The early stages were as one-sided as they had been in the semi-final against Schwartzman. Over the last couple of days, Norrie has entered a kind of zen state where he doesn’t overpress, but simply offers a combative, super-steady presence. More tennis matches are won and lost by mistakes than glorious winners, whether you are talking about your local club or these exalted stages. And Dimitrov was making plenty of mistakes. At one stage, he missed eight regulation shots in a single game.

Grigor Dimitrov of Bulgaria reacts after losing a point to Cameron Norrie of Great Britain in their semifinal match at the Indian Wells tennis tournament on October 16, 2021 in Indian Wells, California. - AFP
Grigor Dimitrov of Bulgaria reacts after losing a point to Cameron Norrie of Great Britain in their semifinal match at the Indian Wells tennis tournament on October 16, 2021 in Indian Wells, California. - AFP

Norrie did not arrive in California in the greatest of form three weeks ago. He had lost four straight matches on American hard courts. But a run to the final of San Diego served as the starter motor for this more remarkable feat. We are used to seeing Murray reach the latter stages of Masters 1000 events - he has won 14 of them, after all - but the only other British players to do anything like this in the last 15 years would be women: Johanna Konta, by winning the 2017 Miami Open, and then Raducanu at last month’s US Open.

The conditions here are so well suited to Norrie’s large-lunged approach that he might be considering moving to the Californian desert, like the so-called “Snowbirds” who travel down from Canada every winter. These second-homers are usually extremely affluent, but what the hell - he just won £466,000

Another traditional connection exists between this area around Palm Springs and the Hollywood elite, who used to be forbidden to go beyond the Californian state boundary in the golden age of cinema.
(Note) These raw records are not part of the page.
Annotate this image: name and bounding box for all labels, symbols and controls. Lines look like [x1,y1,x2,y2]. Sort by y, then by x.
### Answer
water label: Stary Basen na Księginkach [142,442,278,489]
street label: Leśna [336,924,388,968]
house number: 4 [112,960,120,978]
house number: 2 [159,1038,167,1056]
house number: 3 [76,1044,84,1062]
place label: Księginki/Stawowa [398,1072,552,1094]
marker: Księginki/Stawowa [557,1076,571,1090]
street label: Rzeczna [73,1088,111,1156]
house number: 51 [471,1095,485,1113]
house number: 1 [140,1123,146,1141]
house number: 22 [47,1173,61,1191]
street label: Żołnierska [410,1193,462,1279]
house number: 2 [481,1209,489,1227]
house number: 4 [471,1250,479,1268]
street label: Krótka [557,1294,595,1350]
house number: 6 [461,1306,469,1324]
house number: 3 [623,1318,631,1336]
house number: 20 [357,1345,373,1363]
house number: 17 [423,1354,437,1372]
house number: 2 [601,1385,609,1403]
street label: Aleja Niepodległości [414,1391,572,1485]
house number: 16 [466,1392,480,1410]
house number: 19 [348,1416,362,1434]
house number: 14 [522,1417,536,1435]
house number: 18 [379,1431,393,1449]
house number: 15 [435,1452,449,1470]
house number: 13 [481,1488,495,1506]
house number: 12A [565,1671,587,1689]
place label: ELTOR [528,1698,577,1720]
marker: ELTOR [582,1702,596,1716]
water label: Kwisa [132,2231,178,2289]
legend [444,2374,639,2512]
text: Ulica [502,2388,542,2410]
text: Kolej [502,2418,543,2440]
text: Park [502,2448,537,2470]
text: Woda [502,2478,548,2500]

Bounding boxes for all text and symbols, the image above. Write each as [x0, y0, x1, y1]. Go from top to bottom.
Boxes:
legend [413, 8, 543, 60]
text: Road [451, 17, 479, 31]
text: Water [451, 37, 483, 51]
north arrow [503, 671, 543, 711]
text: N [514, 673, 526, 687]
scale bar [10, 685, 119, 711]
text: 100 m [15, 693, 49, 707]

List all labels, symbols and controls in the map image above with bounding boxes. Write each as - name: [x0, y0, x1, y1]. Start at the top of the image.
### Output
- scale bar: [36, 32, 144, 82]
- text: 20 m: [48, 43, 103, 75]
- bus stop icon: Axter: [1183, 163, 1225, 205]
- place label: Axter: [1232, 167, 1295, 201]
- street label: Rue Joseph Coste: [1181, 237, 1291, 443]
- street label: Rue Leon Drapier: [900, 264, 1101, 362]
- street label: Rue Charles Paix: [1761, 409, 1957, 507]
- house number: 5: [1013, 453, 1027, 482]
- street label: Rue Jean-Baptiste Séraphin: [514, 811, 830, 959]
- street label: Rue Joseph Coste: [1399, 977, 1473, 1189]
The audience on Saturday included Charlize Theron, star of Bombshell among many other movies. With almost 8m followers on social media, Theron owns a considerably higher public profile than the man she was watching, given that Norrie started this season at the unspectacular ranking of No71. Now he looks likely to reverse those digits, starting next week at No17 at the worst.

It is a remarkable story, which could get even better on Sunday night if Norrie can land the title known as the “fifth major” and thus achieve another first for Great Britain – the unlikely new tennis superpower.